Not all of the incidents involved progressive students shutting down conservative speakers, he said, but conservative activists are usually outnumbered on campuses. He said some conservative groups have invited provocative speakers because they wanted to incite a shutdown.

“‘Who will trigger the left the most?’ If that is your mentality you are not making a good-faith effort to foster healthy civil discourse between two sides,” he said.

Soave described how the free speech movement started with liberals at the University of California at Berkeley in the 1960s, and how the activists were so dedicated to the idea that they invited an actual Nazi to campus and then dressed up in Nazi regalia as a stunt to publicize the talk.

“No one shut him down. They gleaned insight into how someone could hold those abhorrent views,” he said. “Can you imagine that happening today? And this was less than 20 years after Nazis were an existential threat to life on the planet.”

So what comes next? Not government interference, he said.

“What we need is a cultural change. We need to say, ‘No, we will not demand you lose your job or be run off campus.’ The people who want that to happen, I really do believe, are a minority.”

Often, it only takes one person to speak up, and he gave an example of a student who confronted protestors and asked that a speaker be allowed to continue.

“It robbed the mob of their power,” he said. “Calling out the canceler can work and I’ve seen it work and I encourage us all to be more bold in doing so.”

During the question period after his talk, Soave was asked to elaborate on his title, “.. In the Age of Trump.”

“Many of the phenomena I describe predate (Donald) Trump and have nothing to do with Trump,” he said, noting that all elections inflame tensions on campus. 
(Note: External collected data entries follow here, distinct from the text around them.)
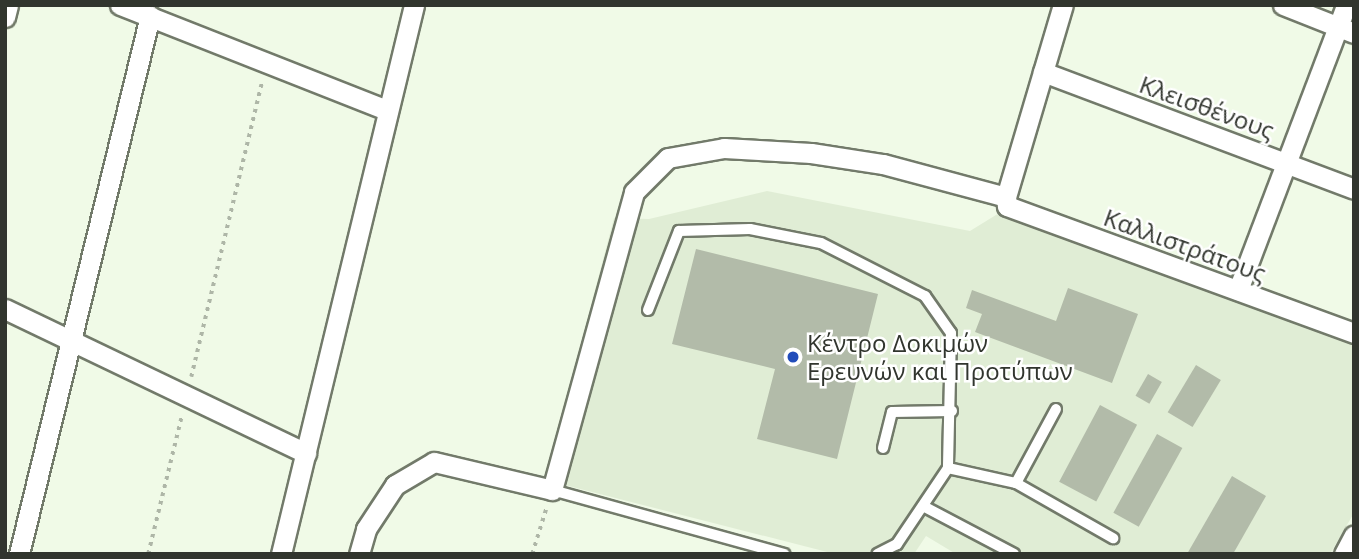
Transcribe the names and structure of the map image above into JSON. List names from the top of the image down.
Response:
{
  "streets": {
    "street": ["Κλεισθένους", "Καλλιστράτους"]
  },
  "places": ["Κέντρο Δοκιμών Ερευνών και Προτύπων"]
}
“Because of who Trump is and his style, he has set aflame campus life the way no one else would. He is always with us because he is in the 24-hour news cycle. And he’s positioned the media as his rival tribe. And you have to pick one or the other, and there’s no room for anyone to pick Trump some of the time and to disagree with him some of the time, which is what I do,” he said.

“It bifurcates us.”

Doug Ducey

Gov. Doug Ducey at Wednesday's event. Photo by Charlie Leight/ASU Now 

Gov. Doug Ducey introduced Soave, who he called “a beacon of common-sense reporting.”

“He puts in the hard work and does the fundamentals. He asks the right questions. He does the research,” Ducey said.

“He articulates clearly and isn’t afraid to take a stand in the face of pressure.”

Soave praised the School of Civic and Economic Thought and Leadership for promoting difficult conversations between people who disagree.

“This is exactly what a college campus is supposed to be about and has been lost at so many elite institutions.”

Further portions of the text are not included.